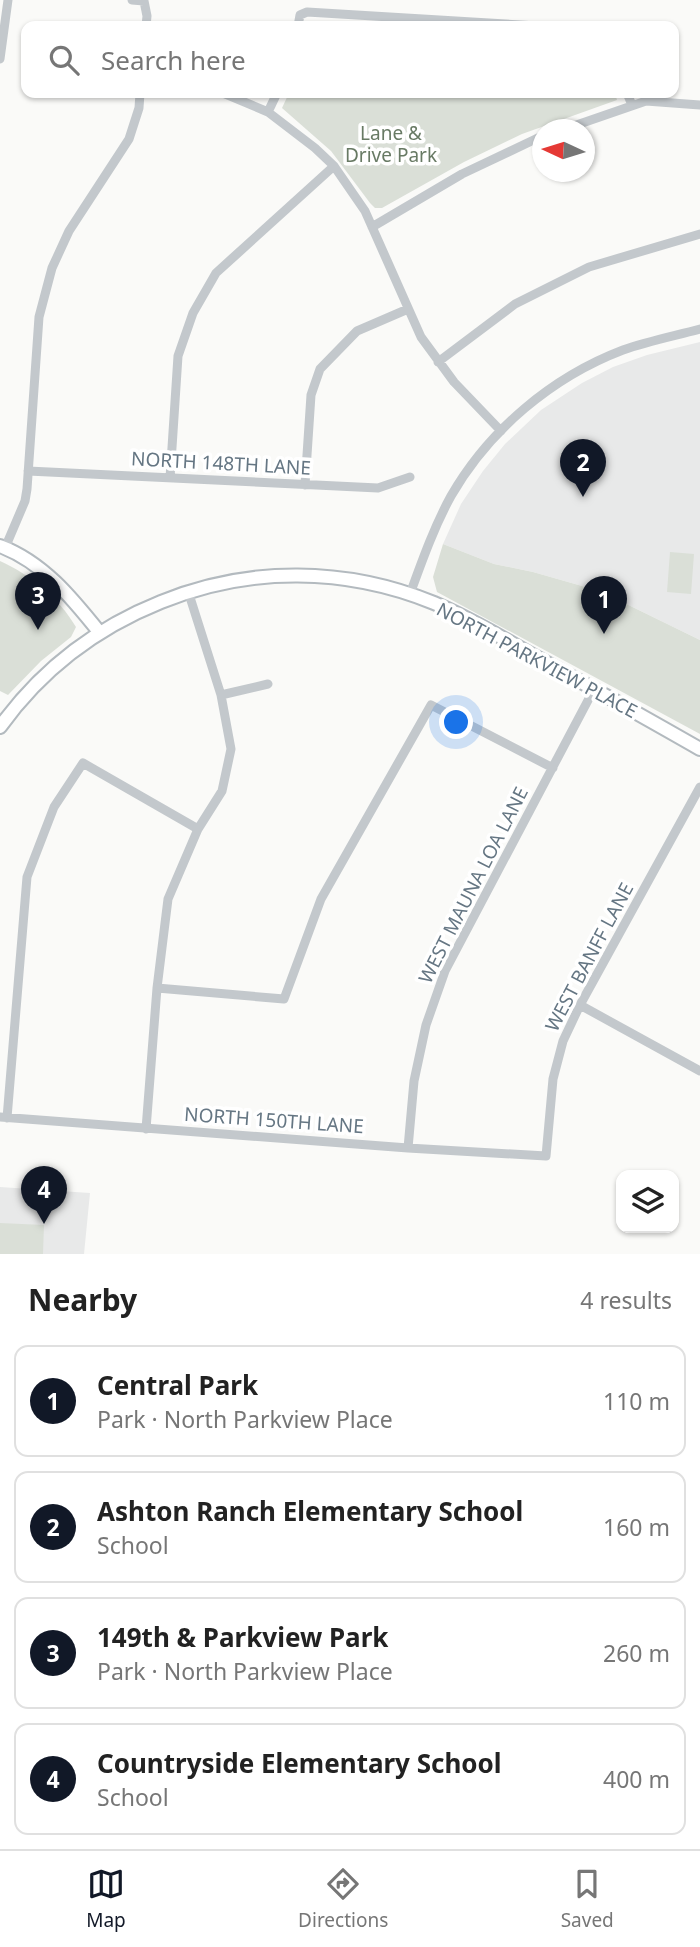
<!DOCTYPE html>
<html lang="en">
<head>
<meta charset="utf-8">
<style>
  :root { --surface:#fff; --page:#f2f2f2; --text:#222; --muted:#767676; --line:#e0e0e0; --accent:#111827 }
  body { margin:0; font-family:"Noto Sans",sans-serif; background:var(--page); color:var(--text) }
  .controls { position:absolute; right:21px; bottom:21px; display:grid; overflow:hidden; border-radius:14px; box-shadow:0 2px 5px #0004 }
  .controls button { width:63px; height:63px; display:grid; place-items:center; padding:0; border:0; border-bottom:2px solid var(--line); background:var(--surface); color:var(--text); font:35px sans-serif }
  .compass { position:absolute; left:532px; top:119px; width:63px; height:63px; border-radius:50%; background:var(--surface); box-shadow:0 2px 5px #0004; rotate:274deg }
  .you { position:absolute; left:457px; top:723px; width:24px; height:24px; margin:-18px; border:5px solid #fff; border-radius:50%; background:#1a73e8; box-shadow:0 0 0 10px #1a73e833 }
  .badge { display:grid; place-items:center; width:46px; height:46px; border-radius:50%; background:var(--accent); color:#fff; font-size:23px; font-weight:700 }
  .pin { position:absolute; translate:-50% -58px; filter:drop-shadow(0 2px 4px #0008) }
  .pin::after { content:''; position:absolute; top:37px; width:24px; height:21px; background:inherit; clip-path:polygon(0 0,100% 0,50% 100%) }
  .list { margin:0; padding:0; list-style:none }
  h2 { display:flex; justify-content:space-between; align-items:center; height:91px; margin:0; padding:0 28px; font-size:30px }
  h2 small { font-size:23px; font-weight:400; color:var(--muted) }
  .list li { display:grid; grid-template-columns:46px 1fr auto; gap:21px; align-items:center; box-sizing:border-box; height:112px; margin:0 14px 14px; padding:0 14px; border:2px solid var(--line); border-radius:14px }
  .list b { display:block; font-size:26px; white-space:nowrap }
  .list p { margin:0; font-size:23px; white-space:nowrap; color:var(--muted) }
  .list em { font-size:23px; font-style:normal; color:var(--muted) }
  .icon { flex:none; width:38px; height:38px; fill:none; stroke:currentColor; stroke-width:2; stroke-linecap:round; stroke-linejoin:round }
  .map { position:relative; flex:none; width:700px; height:1254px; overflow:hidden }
  .search { position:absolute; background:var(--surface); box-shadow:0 2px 5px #0004; left:21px; right:21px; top:21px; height:77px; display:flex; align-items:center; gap:18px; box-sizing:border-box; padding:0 24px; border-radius:14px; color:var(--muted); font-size:26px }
  .sheet { height:595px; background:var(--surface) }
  nav { display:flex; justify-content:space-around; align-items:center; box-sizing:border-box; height:98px; border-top:2px solid var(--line); background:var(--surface); font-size:19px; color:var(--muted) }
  nav a { display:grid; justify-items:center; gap:4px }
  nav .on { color:var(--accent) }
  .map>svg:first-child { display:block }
</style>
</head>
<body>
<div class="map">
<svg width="700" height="1254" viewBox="0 0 700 1254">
  <rect width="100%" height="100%" fill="#fafaf8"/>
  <path fill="#e8e9e9" d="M700,342V640L610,596L582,586L533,572L494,564L443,544L461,504L483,471L505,444L541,410L582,383L613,367L647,355Z
    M0,1187L90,1193L84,1254H0Z"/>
  <path fill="#dadfd7" d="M289,93H515L564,96L568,93H615L617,100L522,134L464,162L382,208H375L370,203L331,151L282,108Z
    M443,544L494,564L533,572L582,586L610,596L700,640V734L437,592L433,577Z
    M670,552L694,554L691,594L667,592Z
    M0,561C31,575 59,598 76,627L71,637L41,661L8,695L0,691Z
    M0,1223L44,1225L43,1254H0Z"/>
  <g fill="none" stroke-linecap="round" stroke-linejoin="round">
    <g stroke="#b3babf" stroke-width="16">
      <path id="secondary" d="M0,546C43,562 72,598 100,633
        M0,727C41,670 96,628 161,602C249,566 346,567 434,603C470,618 504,639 538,658C592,688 646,718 700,749"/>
    </g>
    <path stroke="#c3c8cc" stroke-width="9" d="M132,0L144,1L147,16L146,26
      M298,26L300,15L307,12L537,26
      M0,59L8,0
      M223,93L268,112L315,148L334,166L365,211L421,337L454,382L501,431
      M627,93L632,105
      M268,112L277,93
      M562,130L646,101L700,105
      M372,227L462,174L542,136
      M438,362L515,304L589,267L700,234
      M28,471L378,488L410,477
      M170,478L178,356L193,313L216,273L334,166
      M305,485L311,395L320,369L357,331L408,309
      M5,548L25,501L27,489L39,317L52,268L69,231L129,139L139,108L140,93
      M410,594C422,561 434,527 451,496C489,430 552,377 623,350C648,341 674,336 700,329
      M221,695L268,684
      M157,988L284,999L321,899L431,705L553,768
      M580,1005L700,1071
      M0,1117L408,1148L546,1156L553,1079L563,1041L580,1005L700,787
      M7,1118L27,877L54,807L83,763L198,829
      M146,1129L157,988L168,899L198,829L222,791L231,749L221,695L188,591
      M408,1148L414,1081L426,1025L445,971L594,689"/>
    <use href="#secondary" stroke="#fff" stroke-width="12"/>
  </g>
  <g text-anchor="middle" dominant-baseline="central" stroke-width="7" stroke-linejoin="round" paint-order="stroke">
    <g font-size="19" fill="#687a64" stroke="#fff">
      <text x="391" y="133">Lane &amp;<tspan x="391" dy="22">Drive Park</tspan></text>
    </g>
    <g font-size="19" fill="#657683" stroke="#fff">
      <text transform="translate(221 463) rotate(3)">NORTH 148TH LANE</text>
      <text transform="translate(537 660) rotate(28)">NORTH PARKVIEW PLACE</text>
      <text transform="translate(473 885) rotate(-63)">WEST MAUNA LOA LANE</text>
      <text transform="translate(589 957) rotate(-62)">WEST BANFF LANE</text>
      <text transform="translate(274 1120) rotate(4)">NORTH 150TH LANE</text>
    </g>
  </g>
</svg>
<div class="controls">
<button><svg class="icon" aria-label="layers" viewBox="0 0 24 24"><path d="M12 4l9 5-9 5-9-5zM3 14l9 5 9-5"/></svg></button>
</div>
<svg class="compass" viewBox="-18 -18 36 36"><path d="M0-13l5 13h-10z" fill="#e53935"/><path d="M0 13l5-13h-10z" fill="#767676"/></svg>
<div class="you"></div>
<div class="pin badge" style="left:604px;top:634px">1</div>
<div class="pin badge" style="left:583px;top:497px">2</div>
<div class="pin badge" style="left:38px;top:630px">3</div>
<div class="pin badge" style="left:44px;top:1224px">4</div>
<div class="search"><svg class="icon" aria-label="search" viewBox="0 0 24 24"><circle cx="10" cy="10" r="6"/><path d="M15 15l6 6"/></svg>Search here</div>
</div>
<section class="sheet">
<h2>Nearby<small>4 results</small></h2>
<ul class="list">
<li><span class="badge">1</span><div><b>Central Park</b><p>Park · North Parkview Place</p></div><em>110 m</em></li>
<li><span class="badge">2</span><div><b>Ashton Ranch Elementary School</b><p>School</p></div><em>160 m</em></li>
<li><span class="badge">3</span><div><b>149th &amp; Parkview Park</b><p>Park · North Parkview Place</p></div><em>260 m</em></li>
<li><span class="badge">4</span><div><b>Countryside Elementary School</b><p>School</p></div><em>400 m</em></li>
</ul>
</section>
<nav>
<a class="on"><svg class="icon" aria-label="map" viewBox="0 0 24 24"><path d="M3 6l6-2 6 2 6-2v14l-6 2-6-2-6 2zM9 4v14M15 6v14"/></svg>Map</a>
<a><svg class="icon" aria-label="directions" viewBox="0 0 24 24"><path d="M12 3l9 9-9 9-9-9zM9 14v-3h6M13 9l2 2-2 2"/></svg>Directions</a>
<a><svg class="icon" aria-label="saved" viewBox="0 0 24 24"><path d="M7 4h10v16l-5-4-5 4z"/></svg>Saved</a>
</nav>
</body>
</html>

## Work to be completed:
Every line in the data that holds "list" should be copied out.

## Response for this exercise:
  .list { margin:0; padding:0; list-style:none }
  .list li { display:grid; grid-template-columns:46px 1fr auto; gap:21px; align-items:center; box-sizing:border-box; height:112px; margin:0 14px 14px; padding:0 14px; border:2px solid var(--line); border-radius:14px }
  .list b { display:block; font-size:26px; white-space:nowrap }
  .list p { margin:0; font-size:23px; white-space:nowrap; color:var(--muted) }
  .list em { font-size:23px; font-style:normal; color:var(--muted) }
<ul class="list">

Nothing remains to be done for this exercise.